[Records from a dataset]
****

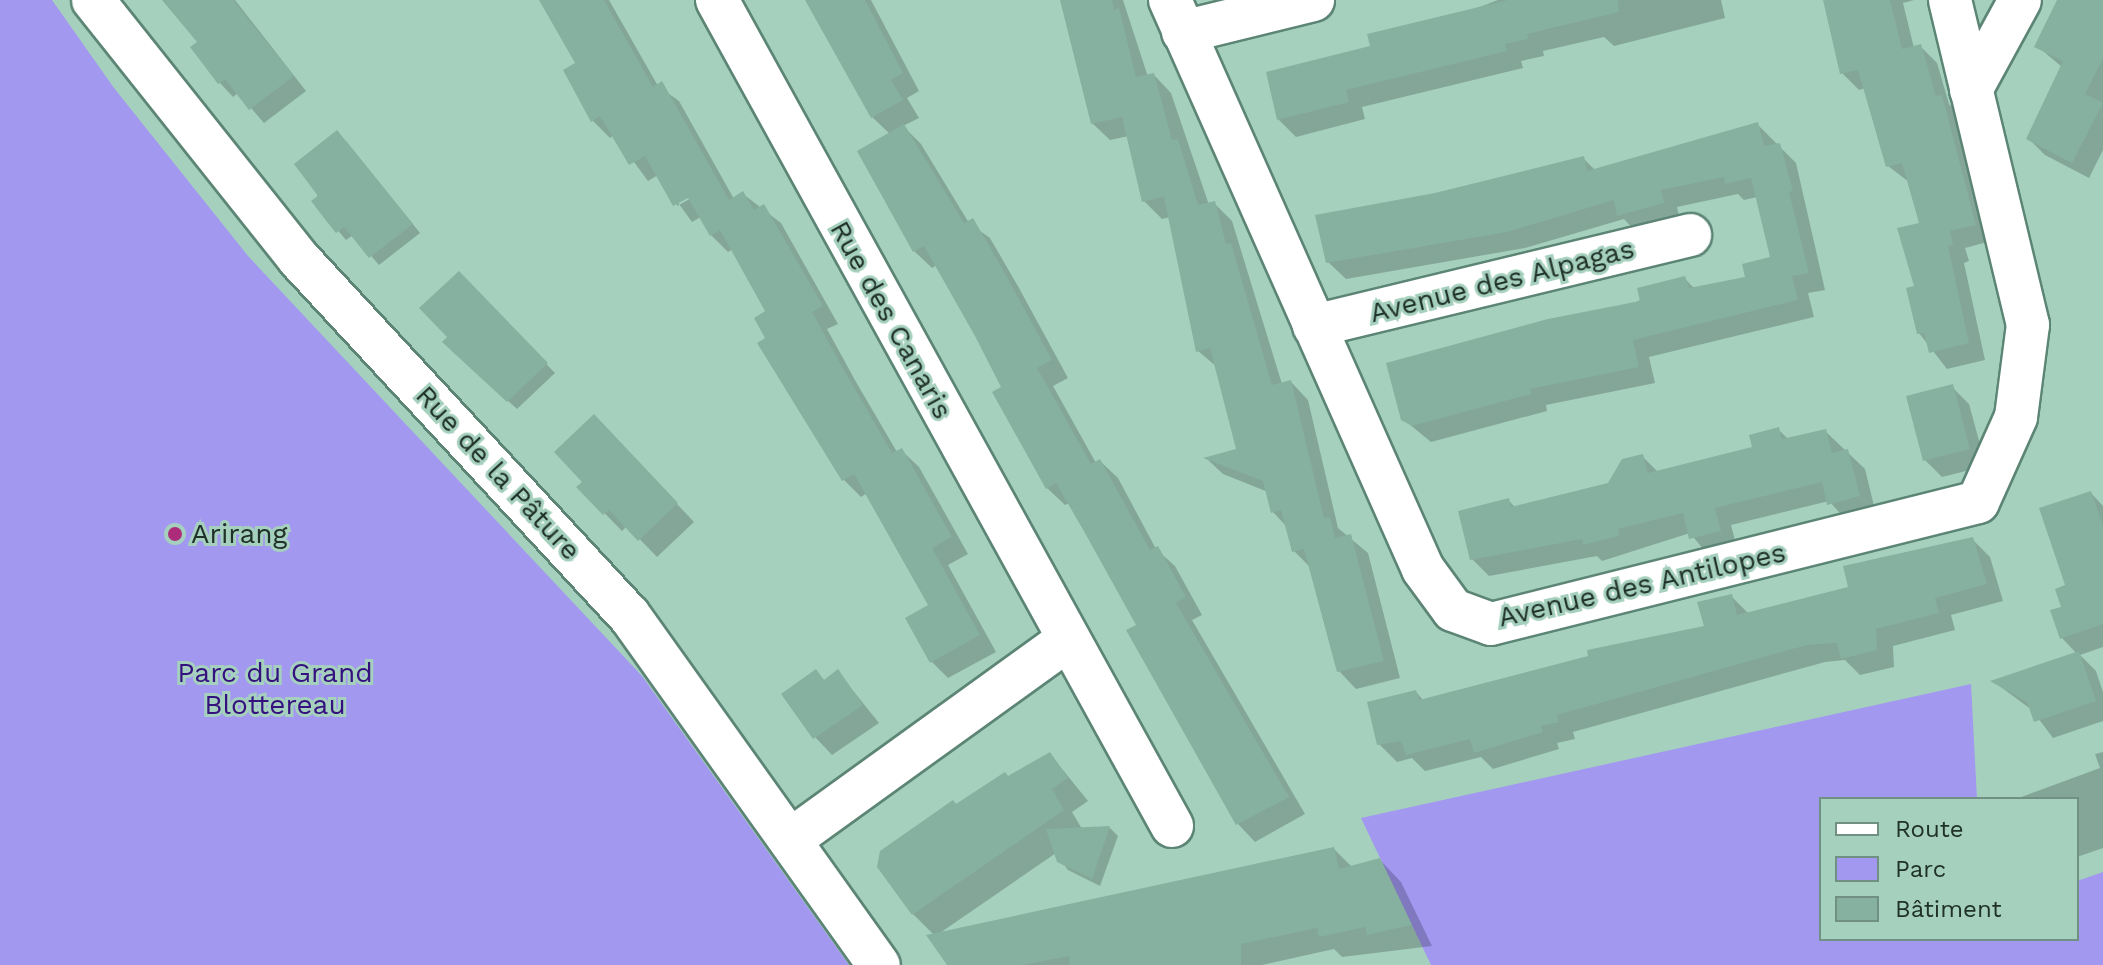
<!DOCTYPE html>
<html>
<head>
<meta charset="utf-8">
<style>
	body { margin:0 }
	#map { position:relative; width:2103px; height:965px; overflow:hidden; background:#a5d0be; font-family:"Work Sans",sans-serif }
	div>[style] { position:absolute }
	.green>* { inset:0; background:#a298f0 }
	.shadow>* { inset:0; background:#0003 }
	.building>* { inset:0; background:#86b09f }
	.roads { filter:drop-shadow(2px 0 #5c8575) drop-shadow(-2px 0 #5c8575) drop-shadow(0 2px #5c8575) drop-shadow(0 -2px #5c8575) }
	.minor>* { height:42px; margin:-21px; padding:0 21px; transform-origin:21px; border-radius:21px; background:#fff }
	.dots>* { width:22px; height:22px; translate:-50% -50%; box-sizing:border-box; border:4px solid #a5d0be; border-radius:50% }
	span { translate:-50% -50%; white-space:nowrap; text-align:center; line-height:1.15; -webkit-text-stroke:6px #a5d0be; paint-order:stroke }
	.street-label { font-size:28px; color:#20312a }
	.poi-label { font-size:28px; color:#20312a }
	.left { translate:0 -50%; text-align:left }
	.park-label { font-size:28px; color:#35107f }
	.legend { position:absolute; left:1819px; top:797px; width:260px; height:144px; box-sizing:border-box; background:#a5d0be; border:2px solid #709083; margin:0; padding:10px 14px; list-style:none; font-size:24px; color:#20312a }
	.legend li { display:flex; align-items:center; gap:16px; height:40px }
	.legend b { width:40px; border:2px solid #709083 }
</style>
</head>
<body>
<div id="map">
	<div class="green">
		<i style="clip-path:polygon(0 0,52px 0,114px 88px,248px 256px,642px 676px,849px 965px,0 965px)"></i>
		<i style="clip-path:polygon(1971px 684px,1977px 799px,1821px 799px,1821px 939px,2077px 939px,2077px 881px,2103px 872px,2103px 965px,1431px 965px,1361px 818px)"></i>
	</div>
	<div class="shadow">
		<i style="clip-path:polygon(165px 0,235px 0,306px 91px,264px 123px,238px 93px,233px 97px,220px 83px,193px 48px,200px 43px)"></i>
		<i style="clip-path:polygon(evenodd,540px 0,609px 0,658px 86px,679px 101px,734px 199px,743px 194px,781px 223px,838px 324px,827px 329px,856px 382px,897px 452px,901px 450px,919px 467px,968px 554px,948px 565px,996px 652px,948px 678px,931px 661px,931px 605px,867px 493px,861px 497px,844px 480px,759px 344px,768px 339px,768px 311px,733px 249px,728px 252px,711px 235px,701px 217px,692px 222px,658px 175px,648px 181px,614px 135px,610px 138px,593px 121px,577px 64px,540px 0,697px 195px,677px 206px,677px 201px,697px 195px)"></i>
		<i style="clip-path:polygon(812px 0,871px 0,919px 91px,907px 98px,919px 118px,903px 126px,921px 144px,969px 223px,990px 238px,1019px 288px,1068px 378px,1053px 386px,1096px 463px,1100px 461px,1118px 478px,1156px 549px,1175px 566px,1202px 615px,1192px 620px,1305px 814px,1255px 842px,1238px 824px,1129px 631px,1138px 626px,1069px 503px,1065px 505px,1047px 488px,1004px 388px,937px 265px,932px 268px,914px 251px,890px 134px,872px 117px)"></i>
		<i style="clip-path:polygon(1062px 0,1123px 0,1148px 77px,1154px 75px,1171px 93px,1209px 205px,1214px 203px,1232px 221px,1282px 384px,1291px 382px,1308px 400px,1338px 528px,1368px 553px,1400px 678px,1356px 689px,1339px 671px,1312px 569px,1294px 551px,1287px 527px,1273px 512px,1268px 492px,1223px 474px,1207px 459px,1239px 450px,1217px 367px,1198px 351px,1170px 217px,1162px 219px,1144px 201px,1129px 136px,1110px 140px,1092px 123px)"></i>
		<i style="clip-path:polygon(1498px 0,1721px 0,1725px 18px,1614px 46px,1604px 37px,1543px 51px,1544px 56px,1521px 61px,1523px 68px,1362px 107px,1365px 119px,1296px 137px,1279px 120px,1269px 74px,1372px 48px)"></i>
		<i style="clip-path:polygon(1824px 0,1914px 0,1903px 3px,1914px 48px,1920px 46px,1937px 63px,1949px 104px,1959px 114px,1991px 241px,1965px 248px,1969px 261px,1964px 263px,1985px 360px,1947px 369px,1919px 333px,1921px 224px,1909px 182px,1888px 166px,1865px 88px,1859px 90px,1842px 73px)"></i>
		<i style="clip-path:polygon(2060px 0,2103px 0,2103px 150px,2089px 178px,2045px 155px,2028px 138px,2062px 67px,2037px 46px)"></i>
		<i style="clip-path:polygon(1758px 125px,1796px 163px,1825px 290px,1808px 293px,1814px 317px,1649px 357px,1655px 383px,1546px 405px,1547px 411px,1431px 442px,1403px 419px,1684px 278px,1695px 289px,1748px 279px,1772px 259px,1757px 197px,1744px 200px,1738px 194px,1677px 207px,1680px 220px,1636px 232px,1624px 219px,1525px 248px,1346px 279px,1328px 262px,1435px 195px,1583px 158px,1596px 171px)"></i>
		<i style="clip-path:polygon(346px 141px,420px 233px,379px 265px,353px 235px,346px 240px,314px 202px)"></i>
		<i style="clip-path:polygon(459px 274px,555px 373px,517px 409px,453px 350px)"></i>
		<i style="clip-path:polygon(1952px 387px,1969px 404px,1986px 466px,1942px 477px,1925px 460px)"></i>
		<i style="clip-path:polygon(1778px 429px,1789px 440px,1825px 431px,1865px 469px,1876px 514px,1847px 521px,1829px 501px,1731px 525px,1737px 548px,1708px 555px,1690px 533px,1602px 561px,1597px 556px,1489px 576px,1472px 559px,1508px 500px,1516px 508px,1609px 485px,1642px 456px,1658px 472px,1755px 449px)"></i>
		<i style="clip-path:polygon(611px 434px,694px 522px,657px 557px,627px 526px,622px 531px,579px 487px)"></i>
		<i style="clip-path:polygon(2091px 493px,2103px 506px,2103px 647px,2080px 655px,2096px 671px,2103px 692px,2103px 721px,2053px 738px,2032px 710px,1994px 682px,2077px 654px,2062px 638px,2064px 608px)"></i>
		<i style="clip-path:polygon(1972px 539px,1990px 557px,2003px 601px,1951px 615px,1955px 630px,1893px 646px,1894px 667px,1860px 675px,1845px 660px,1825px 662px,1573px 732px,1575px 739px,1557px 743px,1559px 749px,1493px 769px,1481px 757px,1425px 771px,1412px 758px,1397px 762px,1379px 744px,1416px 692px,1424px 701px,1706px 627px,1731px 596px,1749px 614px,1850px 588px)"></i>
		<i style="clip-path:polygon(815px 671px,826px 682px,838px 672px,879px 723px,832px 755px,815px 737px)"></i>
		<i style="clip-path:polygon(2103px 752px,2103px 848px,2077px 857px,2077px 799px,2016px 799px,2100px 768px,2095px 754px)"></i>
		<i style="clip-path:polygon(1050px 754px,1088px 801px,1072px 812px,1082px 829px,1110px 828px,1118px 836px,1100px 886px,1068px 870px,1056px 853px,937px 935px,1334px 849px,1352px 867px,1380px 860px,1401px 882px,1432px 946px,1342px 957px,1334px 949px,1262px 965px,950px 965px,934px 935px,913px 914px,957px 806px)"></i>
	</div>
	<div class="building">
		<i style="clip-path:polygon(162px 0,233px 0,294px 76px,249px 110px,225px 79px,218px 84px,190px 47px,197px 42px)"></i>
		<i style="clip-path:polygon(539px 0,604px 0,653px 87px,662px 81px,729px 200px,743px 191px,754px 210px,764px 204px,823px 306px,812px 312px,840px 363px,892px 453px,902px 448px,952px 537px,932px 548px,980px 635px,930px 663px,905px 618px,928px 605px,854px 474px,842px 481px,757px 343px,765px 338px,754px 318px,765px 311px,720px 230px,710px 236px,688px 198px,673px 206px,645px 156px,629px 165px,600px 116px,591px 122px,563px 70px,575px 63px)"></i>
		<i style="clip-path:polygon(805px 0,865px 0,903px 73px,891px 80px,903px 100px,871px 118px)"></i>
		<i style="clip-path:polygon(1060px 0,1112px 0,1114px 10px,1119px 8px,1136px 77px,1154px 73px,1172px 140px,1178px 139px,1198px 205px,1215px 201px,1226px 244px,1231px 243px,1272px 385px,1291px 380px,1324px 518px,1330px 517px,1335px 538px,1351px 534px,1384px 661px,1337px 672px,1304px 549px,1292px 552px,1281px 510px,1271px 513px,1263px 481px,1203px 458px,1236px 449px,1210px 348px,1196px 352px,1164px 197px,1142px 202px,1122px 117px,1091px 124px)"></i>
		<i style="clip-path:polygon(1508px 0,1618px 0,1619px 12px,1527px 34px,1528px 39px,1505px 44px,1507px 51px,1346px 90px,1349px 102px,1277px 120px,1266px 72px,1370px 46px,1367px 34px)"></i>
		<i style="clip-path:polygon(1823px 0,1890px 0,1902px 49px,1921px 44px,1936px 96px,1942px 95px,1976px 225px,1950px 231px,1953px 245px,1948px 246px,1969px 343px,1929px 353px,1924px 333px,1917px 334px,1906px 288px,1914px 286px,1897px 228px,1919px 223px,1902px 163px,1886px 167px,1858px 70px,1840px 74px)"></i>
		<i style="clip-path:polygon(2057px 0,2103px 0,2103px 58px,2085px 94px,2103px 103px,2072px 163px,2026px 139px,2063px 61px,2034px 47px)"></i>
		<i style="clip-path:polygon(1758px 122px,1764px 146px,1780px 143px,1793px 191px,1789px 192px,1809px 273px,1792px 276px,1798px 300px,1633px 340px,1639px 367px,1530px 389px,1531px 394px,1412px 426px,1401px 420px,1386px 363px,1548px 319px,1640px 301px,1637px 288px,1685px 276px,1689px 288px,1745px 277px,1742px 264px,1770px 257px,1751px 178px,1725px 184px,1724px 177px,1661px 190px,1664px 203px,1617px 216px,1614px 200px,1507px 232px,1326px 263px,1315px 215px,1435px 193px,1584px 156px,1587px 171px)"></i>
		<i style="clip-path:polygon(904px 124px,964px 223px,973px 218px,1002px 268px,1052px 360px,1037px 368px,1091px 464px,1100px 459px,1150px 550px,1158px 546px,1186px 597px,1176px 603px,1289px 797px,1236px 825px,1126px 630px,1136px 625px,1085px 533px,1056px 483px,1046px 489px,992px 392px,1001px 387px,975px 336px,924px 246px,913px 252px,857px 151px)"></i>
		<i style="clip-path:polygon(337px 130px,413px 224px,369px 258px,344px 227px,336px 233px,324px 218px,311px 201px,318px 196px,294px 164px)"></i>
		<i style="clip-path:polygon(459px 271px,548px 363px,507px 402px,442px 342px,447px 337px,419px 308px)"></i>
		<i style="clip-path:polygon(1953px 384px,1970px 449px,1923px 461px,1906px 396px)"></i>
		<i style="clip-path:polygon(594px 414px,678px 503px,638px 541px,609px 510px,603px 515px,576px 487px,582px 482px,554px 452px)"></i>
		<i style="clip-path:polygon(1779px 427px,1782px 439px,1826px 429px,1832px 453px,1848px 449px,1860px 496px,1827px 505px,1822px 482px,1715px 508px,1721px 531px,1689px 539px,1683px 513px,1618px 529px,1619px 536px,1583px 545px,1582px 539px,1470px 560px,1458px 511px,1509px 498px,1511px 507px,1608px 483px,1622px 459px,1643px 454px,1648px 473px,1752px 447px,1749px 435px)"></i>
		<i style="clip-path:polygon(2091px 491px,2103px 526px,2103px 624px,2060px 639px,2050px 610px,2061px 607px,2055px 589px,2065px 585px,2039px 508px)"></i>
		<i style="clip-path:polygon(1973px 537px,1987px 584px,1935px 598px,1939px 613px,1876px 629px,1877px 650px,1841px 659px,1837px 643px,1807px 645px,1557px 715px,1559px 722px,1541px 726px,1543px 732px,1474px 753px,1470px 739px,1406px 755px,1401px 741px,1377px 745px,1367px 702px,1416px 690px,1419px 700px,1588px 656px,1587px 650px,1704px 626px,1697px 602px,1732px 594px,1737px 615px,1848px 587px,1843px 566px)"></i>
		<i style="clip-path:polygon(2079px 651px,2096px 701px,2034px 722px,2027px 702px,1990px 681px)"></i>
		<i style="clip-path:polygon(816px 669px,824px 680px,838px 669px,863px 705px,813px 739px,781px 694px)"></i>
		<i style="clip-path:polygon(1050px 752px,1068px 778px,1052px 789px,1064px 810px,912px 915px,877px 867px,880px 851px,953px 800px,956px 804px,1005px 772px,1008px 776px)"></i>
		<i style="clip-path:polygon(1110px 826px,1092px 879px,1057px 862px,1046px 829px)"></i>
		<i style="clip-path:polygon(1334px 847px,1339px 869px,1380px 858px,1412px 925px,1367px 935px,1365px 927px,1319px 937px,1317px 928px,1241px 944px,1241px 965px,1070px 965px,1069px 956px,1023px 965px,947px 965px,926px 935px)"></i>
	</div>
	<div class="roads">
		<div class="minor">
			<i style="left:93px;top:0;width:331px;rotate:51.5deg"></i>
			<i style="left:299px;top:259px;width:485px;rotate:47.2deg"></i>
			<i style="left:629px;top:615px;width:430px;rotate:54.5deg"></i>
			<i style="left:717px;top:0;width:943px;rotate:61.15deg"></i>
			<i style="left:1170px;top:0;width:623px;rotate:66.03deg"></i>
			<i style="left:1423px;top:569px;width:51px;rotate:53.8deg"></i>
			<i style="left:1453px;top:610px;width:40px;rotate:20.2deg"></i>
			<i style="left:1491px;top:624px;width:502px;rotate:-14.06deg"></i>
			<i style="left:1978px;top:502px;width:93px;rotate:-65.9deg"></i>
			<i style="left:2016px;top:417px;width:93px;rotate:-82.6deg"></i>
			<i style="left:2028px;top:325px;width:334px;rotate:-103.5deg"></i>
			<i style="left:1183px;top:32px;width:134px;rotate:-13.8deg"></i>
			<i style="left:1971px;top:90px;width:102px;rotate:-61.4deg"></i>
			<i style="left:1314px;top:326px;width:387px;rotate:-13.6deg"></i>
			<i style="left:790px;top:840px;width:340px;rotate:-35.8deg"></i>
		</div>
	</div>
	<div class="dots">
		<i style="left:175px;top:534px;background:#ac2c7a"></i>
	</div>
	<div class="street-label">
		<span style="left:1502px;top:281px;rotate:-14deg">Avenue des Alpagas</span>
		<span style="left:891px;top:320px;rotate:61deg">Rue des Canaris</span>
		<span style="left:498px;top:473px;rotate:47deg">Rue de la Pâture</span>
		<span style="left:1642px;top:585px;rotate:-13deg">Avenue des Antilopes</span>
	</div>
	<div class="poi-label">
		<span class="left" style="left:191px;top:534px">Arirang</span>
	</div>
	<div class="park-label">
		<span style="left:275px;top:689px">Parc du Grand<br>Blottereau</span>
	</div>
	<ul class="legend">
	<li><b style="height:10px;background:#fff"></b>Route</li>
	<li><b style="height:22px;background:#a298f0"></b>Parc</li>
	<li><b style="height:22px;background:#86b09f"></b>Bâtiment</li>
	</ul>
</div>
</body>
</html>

****

Write out, exactly and with no pictures, the lines of the data from the first through the line containing "0,52px 0,114px 88px,248px".

<!DOCTYPE html>
<html>
<head>
<meta charset="utf-8">
<style>
	body { margin:0 }
	#map { position:relative; width:2103px; height:965px; overflow:hidden; background:#a5d0be; font-family:"Work Sans",sans-serif }
	div>[style] { position:absolute }
	.green>* { inset:0; background:#a298f0 }
	.shadow>* { inset:0; background:#0003 }
	.building>* { inset:0; background:#86b09f }
	.roads { filter:drop-shadow(2px 0 #5c8575) drop-shadow(-2px 0 #5c8575) drop-shadow(0 2px #5c8575) drop-shadow(0 -2px #5c8575) }
	.minor>* { height:42px; margin:-21px; padding:0 21px; transform-origin:21px; border-radius:21px; background:#fff }
	.dots>* { width:22px; height:22px; translate:-50% -50%; box-sizing:border-box; border:4px solid #a5d0be; border-radius:50% }
	span { translate:-50% -50%; white-space:nowrap; text-align:center; line-height:1.15; -webkit-text-stroke:6px #a5d0be; paint-order:stroke }
	.street-label { font-size:28px; color:#20312a }
	.poi-label { font-size:28px; color:#20312a }
	.left { translate:0 -50%; text-align:left }
	.park-label { font-size:28px; color:#35107f }
	.legend { position:absolute; left:1819px; top:797px; width:260px; height:144px; box-sizing:border-box; background:#a5d0be; border:2px solid #709083; margin:0; padding:10px 14px; list-style:none; font-size:24px; color:#20312a }
	.legend li { display:flex; align-items:center; gap:16px; height:40px }
	.legend b { width:40px; border:2px solid #709083 }
</style>
</head>
<body>
<div id="map">
	<div class="green">
		<i style="clip-path:polygon(0 0,52px 0,114px 88px,248px 256px,642px 676px,849px 965px,0 965px)"></i>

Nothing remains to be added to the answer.